Comment Re:I won't notice (Score 2) 332

"I disagree. I've watched a Blu Ray played on a 50" HDTV at 1920x1080 resolution, and next to it a 50" 4K (3880xwhatever) television was playing some UHD content. The difference in definition was very easy to see from even ten feet away."

On a mall, I bet.

Maybe you are an expert and I'm wrong, but you probably were fooled to think the UHD was better by gaming the controls of both screens.

Comment Re:Hello insurance fraud (Score 1) 199

"the insurer absolutely will think you committed fraud"

Absolutly yes, of course. Heck! they probably default to think there's a fraud even if lacking any evidence.

A very different thing is for them to *demonstrate* there's a fraud or, at least, being a civil case, that it heavily smells like fraud.

"The police will then report that the skid marks indicate that the car must have been travelling at at least 50mph, not the 20mph indicated by the dongle."

And the insured will claim that his coverage is bound to the dongle as per the contract since his anual bill is also bound to it. So, on one hand, the insured will claim the real-time measures from the dongle are correct and, on the other, that even if they are wrong, his coverage and liabilities are bound to the dongle as per contract.

Comment Re:Hello insurance fraud (Score 1) 199

"And the excess damage?"

What excess damage? You (the insurance company) have the data, and here is my car. There's no "excess damage", just "damage".

Do you think (the insurance company) that my accident should render less damage? That's not my problem, I'm neither a materials engineer, nor I designed my car.

Do you think I commited fraud? Why do you think so? Maybe because you know your devices are easily hackable? Maybe I should sue you (the insurance company) for puting me at risk for your lack of due diligence.

Comment Re:Civility shouldn't have borders (Score 2) 361

"While "nice guys finish last" is often extrapolated (dubiously) to areas like dating"

There's another adage that outdates this one: "all's fair in love and war" and, in Cervantes' words "Love and war are all one . . . It is lawful to use sleights and stratagems to . . . attain the wished end."

"Some bosses - like Steve Jobs, Larry Ellison, or pre-mellowing Bill Gates were legendary assholes and still got great results out of their employees. There are other people who manage their employees with a gentler hand and play to their strengths, and get good results too."

You see how you had no problem to name some sucessful assholes but still didn't provide any name in the "sucessful but very nice" side?

"just remember that - to fight adage with adage - "you catch more flies with honey than with vinegar.""
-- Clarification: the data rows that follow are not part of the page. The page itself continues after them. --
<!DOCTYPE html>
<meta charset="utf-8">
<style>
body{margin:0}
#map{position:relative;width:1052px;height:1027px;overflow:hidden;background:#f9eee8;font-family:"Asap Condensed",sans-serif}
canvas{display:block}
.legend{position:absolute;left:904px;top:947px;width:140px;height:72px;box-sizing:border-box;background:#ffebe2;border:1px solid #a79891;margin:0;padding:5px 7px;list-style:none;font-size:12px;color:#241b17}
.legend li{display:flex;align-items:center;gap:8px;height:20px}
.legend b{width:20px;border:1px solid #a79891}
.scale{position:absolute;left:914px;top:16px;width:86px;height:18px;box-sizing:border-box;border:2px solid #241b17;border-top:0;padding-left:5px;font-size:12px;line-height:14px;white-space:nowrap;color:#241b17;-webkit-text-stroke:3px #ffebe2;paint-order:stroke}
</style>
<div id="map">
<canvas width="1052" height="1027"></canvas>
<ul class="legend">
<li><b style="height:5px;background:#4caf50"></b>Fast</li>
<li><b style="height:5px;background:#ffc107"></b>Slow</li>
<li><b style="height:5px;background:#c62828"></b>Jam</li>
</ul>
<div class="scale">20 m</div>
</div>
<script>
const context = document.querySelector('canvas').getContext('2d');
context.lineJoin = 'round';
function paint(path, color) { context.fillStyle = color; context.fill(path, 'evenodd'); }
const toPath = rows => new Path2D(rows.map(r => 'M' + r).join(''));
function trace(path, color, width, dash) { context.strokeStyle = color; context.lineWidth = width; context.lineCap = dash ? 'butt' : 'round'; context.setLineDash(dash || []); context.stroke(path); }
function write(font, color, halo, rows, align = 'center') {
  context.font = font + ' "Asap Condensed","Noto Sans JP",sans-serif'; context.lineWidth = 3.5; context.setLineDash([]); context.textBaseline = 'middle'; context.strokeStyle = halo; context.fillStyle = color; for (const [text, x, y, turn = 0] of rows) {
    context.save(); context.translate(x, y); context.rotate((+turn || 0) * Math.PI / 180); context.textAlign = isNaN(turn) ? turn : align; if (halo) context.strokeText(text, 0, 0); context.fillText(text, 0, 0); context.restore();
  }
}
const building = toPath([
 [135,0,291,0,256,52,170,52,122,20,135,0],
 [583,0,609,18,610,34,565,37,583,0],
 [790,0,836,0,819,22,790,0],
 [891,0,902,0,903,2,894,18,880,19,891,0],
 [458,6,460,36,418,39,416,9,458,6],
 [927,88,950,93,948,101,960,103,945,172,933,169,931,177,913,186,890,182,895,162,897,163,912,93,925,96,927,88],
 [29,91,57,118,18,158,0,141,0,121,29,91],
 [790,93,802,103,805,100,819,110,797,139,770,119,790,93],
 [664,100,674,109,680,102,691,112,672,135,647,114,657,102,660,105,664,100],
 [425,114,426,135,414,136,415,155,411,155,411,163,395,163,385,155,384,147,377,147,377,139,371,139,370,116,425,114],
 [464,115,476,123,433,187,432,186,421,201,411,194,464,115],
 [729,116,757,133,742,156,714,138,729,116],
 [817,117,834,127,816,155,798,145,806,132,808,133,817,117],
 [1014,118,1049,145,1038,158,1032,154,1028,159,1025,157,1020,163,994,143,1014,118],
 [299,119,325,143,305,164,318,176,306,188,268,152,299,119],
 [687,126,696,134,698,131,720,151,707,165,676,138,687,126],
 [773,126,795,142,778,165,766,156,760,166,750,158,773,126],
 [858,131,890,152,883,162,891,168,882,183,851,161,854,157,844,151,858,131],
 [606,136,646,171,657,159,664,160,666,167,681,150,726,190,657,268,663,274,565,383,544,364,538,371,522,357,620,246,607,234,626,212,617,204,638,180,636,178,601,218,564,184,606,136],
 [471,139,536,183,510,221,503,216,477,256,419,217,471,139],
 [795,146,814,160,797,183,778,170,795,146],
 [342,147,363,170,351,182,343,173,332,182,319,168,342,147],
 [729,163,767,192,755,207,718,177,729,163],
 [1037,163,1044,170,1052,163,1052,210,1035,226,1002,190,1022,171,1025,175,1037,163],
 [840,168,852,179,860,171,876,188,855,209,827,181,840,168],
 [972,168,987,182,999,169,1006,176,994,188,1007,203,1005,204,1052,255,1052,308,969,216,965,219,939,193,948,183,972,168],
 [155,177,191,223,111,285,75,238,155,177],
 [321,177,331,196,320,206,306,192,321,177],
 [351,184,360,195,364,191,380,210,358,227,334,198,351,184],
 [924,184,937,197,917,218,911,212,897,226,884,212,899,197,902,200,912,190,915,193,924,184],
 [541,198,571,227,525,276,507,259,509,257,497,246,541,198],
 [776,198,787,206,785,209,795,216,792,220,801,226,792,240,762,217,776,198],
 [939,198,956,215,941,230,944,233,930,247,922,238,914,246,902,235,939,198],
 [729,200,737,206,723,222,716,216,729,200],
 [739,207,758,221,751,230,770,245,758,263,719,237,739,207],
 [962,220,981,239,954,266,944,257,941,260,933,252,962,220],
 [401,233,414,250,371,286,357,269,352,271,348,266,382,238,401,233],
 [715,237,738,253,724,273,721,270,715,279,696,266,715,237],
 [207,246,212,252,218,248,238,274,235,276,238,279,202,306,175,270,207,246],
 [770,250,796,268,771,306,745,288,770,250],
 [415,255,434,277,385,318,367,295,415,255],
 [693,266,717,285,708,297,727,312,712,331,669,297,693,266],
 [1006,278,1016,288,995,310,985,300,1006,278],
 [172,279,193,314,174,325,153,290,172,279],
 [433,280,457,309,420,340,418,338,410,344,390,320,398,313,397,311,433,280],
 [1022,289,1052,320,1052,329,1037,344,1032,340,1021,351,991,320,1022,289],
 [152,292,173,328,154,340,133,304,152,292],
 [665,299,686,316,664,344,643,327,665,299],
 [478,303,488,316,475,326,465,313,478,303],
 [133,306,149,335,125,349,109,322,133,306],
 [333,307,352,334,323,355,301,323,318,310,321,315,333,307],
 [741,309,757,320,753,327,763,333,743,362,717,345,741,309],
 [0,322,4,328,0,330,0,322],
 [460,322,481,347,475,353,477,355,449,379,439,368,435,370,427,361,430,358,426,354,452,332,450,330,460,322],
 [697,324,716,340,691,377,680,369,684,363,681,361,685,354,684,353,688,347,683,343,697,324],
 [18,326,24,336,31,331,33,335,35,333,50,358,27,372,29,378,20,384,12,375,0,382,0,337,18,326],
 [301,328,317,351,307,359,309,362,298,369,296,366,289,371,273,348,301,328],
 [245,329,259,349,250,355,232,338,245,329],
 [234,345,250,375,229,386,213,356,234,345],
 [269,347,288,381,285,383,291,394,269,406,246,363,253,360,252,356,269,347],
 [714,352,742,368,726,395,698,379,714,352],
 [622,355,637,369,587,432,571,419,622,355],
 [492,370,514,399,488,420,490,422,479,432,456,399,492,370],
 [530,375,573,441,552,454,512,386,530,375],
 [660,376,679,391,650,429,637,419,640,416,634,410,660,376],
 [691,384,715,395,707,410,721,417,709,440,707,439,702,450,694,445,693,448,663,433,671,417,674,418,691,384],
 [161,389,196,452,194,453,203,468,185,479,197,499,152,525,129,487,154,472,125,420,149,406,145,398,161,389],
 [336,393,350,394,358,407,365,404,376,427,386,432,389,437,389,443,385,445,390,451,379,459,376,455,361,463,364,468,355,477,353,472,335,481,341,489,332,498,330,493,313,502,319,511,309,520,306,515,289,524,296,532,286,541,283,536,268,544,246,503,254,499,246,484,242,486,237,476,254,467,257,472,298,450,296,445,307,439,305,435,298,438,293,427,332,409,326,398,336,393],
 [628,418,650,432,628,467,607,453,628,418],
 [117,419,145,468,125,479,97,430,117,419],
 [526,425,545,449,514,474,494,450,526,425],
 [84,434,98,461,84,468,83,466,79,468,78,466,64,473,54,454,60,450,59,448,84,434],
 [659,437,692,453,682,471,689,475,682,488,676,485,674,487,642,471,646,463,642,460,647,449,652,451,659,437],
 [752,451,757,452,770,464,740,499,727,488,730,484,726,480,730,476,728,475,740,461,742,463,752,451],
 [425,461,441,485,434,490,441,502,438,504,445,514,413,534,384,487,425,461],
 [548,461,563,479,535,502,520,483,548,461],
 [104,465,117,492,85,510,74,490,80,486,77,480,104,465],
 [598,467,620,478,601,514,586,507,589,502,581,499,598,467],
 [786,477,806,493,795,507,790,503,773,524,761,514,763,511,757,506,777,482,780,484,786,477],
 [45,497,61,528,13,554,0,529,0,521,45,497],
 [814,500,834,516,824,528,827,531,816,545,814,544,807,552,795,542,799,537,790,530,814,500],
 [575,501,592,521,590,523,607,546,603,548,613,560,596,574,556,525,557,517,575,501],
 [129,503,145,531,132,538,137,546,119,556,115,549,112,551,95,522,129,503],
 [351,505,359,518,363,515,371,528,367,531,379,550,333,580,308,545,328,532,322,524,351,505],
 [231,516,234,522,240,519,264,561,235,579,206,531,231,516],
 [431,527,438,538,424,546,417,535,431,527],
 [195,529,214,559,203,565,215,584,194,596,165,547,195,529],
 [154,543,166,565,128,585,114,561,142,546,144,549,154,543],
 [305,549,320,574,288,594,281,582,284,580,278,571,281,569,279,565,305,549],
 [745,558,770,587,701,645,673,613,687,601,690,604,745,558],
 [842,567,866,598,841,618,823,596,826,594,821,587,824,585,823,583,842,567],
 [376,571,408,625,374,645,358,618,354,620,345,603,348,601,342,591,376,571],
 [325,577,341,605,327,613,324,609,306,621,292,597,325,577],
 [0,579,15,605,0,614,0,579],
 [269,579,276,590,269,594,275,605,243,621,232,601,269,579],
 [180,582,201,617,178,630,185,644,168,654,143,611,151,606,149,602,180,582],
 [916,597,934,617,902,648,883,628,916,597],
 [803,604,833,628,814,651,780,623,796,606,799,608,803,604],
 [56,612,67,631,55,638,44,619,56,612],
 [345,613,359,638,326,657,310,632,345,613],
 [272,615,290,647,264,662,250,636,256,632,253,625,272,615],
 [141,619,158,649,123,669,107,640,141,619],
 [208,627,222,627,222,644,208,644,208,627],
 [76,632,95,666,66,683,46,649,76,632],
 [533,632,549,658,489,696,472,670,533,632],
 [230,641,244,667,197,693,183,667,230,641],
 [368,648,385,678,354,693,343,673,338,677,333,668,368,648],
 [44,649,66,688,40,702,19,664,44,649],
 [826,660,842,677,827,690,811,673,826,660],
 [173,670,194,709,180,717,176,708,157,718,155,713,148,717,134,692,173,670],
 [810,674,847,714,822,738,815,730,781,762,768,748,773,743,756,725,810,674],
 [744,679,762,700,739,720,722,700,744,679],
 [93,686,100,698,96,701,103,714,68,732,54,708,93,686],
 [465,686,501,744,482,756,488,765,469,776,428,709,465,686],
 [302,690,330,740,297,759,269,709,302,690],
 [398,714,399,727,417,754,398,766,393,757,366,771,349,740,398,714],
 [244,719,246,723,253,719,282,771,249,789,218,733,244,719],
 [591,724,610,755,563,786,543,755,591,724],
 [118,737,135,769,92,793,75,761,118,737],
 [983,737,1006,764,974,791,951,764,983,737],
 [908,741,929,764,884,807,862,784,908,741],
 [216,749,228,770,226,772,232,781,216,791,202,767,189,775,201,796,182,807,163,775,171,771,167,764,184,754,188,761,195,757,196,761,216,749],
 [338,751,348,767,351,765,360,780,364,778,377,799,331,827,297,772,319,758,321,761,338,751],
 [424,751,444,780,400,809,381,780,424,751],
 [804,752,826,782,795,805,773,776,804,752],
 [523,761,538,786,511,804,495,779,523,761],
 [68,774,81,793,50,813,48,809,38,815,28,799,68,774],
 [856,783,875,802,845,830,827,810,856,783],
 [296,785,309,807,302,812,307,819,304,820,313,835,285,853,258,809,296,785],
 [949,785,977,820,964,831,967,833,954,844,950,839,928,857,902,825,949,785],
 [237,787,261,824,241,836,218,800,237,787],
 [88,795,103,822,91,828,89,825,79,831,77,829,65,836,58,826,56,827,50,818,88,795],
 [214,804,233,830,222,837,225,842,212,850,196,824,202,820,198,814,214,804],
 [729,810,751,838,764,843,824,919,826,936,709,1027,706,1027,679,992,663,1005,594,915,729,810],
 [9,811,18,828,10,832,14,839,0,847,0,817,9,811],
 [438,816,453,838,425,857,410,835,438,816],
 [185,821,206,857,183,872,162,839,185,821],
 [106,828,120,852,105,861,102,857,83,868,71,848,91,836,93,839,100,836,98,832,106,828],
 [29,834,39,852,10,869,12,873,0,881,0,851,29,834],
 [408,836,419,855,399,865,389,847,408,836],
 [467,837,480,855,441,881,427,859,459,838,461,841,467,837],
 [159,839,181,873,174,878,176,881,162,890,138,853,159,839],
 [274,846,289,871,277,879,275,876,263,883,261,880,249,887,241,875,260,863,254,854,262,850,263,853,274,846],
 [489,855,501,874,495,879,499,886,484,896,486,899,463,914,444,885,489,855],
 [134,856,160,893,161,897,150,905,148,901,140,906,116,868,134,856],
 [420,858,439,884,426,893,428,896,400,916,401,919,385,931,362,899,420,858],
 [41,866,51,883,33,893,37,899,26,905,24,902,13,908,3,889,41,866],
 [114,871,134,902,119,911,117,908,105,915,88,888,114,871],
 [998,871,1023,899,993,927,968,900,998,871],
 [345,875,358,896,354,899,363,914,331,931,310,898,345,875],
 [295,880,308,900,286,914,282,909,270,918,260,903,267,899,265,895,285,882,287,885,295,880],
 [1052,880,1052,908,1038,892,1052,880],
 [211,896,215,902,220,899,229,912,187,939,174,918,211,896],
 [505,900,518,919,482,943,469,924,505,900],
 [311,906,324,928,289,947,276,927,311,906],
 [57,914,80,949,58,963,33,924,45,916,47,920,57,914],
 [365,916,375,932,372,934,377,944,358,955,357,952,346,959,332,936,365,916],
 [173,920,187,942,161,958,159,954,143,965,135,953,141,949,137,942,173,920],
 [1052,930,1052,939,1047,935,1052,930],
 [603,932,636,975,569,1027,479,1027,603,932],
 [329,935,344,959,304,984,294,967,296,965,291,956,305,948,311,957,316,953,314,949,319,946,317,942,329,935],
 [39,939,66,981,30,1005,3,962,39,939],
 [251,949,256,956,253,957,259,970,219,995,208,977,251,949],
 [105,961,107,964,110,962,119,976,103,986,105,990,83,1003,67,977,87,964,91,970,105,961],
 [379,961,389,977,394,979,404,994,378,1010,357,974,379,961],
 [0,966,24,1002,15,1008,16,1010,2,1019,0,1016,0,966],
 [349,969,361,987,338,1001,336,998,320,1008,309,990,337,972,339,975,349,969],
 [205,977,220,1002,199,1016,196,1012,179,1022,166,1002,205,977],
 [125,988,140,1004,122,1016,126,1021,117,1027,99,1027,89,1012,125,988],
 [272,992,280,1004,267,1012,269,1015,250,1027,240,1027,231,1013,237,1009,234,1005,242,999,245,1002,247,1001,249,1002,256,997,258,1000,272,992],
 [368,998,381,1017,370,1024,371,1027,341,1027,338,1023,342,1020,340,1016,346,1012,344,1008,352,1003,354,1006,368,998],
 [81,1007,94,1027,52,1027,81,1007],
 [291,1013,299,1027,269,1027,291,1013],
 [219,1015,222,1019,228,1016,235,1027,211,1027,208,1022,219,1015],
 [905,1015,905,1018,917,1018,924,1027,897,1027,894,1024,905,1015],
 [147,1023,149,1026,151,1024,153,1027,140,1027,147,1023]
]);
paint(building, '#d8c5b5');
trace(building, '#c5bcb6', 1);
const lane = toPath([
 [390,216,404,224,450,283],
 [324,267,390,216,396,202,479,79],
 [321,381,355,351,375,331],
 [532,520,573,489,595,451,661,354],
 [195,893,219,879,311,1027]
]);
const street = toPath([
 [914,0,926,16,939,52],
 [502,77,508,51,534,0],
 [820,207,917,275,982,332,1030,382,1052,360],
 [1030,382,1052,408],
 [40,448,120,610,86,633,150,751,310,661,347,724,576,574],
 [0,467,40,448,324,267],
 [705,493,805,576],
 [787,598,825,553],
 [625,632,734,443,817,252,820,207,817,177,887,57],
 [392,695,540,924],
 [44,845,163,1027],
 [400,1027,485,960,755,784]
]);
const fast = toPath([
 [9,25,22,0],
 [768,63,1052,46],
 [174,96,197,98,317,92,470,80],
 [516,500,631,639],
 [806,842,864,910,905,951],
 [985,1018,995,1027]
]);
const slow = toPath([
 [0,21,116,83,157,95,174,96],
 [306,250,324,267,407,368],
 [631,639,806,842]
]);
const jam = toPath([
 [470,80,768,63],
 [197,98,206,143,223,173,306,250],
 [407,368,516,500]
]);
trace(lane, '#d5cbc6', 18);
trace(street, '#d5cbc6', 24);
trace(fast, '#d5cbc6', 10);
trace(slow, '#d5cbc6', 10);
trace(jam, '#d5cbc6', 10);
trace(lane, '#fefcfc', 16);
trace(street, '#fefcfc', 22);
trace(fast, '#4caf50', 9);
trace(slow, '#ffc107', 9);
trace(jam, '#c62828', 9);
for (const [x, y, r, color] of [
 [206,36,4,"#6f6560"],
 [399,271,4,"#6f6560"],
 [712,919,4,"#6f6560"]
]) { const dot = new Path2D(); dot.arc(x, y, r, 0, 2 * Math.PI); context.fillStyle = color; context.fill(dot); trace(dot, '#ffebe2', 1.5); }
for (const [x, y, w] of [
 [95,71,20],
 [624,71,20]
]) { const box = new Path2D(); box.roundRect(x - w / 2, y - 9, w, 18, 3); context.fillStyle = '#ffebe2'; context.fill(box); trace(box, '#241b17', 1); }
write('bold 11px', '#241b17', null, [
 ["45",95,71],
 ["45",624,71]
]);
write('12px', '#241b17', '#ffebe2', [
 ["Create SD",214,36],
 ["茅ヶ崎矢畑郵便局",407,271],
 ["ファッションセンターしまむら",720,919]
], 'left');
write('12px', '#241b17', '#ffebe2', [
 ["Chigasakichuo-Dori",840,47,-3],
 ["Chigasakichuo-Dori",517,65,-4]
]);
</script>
Right. But then, be it either using honey or vinegar, catching all those flies doesn't look like being so nice, once you kill them, don't you think so?

Comment Re:Mail between exchanges (Score 2) 174

"A bad deficiency we still are having is that the mail traffic between mail exchange servers is typically unencrypted."

No, it is not a deficiency but a feature as it highlights that anything but end-to-end encryption is pure rubish (and end-to-end encryption is not so perfect considering that at least one of the two ends can be already pwned).

Comment Re:It's a badly written article/summary (Score 1) 484

"Socialism isn't bad per se, but it has inefficiencies that reduce total wealth creation [...] Think of it as being a pie {...] In most scenarios the average person ends up with more pie"

Let's say I accept all you say. That, in fact, the ability to "produce pies" of northern-europe style socialdemocracies is in fact shorter than that of "free hands" capitalism and that in most scenarios that ends up with "less pie" for the average person.

It seems that current globablized world (and the one in the years to come) is one of those scenarios that make the exception: the average citizen ends up with less pie now, even if the pie is bigger.

Comment Re:design flaw with placement of antenna (Score 1) 130

"Perhaps the placement of the antenna was a design flaw?"

It doesn't look like. The antenna needs energy to work and the energy comes from the solar panels. Given such a dependency it doesn't seem wrong to make the antenna serviceable dependendant on the solar panels being deployed -with the nice side effect that the panels will somehow protect the antenna at landing.